TASK BRIEF
Whenever "East" appears in a line, please copy that line from the data.

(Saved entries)
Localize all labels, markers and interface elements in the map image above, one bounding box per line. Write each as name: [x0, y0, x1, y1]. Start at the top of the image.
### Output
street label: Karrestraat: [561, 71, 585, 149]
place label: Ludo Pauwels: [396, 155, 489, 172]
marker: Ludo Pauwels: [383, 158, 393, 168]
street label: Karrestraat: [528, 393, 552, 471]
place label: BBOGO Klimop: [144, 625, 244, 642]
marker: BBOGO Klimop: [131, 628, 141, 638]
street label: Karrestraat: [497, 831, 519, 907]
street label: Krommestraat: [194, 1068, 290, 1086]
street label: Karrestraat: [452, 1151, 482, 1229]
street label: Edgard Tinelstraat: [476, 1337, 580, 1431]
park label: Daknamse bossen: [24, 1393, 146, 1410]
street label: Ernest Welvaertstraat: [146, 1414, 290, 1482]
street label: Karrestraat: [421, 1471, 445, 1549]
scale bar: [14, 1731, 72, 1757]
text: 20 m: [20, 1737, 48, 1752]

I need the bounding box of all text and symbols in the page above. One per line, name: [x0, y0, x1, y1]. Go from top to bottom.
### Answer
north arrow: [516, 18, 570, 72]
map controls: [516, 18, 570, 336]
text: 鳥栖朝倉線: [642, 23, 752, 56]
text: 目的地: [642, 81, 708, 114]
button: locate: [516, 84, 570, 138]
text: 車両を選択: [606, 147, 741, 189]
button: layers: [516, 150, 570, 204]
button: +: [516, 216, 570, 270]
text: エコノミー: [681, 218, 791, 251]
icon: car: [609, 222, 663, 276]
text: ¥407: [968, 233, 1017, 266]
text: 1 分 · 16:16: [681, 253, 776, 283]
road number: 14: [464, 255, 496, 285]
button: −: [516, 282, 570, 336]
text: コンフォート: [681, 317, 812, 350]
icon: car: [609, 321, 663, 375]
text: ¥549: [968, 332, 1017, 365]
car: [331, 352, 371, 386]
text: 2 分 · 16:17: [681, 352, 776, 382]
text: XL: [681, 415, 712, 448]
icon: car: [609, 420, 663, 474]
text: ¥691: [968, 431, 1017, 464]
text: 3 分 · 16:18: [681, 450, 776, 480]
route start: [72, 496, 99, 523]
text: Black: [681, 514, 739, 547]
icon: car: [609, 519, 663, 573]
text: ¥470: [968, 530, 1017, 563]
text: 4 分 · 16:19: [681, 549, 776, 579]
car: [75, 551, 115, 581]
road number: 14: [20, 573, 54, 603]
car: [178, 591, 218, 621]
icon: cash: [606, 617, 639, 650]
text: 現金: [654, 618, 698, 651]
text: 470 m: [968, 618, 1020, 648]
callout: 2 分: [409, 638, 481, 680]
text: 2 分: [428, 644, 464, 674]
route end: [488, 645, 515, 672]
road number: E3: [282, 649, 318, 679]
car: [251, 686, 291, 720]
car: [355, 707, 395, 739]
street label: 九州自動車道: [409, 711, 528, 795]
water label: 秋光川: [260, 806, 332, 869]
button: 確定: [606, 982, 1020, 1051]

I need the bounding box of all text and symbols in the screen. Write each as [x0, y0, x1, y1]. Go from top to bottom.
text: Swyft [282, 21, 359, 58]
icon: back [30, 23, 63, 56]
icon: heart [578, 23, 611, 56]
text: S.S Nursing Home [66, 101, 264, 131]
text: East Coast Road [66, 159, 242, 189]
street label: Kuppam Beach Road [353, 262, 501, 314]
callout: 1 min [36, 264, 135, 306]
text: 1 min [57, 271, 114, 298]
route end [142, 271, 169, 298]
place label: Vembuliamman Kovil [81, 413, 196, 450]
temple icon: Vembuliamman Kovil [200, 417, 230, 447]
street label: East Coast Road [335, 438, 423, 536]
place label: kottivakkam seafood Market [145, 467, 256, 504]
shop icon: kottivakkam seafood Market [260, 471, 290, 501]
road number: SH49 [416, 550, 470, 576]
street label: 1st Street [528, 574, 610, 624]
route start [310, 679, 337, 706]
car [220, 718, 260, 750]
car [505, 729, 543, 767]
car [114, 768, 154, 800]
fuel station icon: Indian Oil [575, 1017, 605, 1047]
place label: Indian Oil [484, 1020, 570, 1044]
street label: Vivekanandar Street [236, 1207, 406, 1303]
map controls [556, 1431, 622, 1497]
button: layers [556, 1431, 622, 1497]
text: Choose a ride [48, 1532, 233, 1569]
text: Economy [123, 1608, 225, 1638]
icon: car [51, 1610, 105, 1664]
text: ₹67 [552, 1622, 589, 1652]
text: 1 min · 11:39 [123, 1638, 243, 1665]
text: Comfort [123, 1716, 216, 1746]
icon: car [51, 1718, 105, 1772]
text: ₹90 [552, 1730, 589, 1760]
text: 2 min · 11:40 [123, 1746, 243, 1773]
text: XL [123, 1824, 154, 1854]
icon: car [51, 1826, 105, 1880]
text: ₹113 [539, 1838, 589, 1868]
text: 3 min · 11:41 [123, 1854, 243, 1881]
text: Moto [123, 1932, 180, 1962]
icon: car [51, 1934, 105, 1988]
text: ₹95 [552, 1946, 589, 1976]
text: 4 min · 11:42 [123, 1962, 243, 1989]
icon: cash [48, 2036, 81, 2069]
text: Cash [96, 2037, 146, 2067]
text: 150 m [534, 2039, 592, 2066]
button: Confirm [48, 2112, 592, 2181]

RESULT
text: East Coast Road [66, 159, 242, 189]
street label: East Coast Road [335, 438, 423, 536]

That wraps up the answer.